*** Records shown ***
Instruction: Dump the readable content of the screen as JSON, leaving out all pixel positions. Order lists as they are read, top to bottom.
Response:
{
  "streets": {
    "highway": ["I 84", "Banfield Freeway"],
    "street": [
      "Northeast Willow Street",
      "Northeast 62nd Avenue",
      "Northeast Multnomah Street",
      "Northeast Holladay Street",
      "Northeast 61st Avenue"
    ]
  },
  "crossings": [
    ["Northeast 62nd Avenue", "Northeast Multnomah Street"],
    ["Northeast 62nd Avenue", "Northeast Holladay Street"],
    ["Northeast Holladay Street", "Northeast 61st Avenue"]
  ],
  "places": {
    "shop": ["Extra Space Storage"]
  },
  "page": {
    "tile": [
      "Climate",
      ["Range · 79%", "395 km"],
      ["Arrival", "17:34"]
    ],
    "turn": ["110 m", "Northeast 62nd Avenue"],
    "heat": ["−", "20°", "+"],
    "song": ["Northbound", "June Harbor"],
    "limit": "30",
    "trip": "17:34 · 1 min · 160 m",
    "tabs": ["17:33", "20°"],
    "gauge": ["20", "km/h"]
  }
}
*** End of Records shown ***
§ Requirement
Repeat the records above exactly, with nothing left out.

§ Answer for this exercise
Instruction: Dump the readable content of the screen as JSON, leaving out all pixel positions. Order lists as they are read, top to bottom.
Response:
{
  "streets": {
    "highway": ["I 84", "Banfield Freeway"],
    "street": [
      "Northeast Willow Street",
      "Northeast 62nd Avenue",
      "Northeast Multnomah Street",
      "Northeast Holladay Street",
      "Northeast 61st Avenue"
    ]
  },
  "crossings": [
    ["Northeast 62nd Avenue", "Northeast Multnomah Street"],
    ["Northeast 62nd Avenue", "Northeast Holladay Street"],
    ["Northeast Holladay Street", "Northeast 61st Avenue"]
  ],
  "places": {
    "shop": ["Extra Space Storage"]
  },
  "page": {
    "tile": [
      "Climate",
      ["Range · 79%", "395 km"],
      ["Arrival", "17:34"]
    ],
    "turn": ["110 m", "Northeast 62nd Avenue"],
    "heat": ["−", "20°", "+"],
    "song": ["Northbound", "June Harbor"],
    "limit": "30",
    "trip": "17:34 · 1 min · 160 m",
    "tabs": ["17:33", "20°"],
    "gauge": ["20", "km/h"]
  }
}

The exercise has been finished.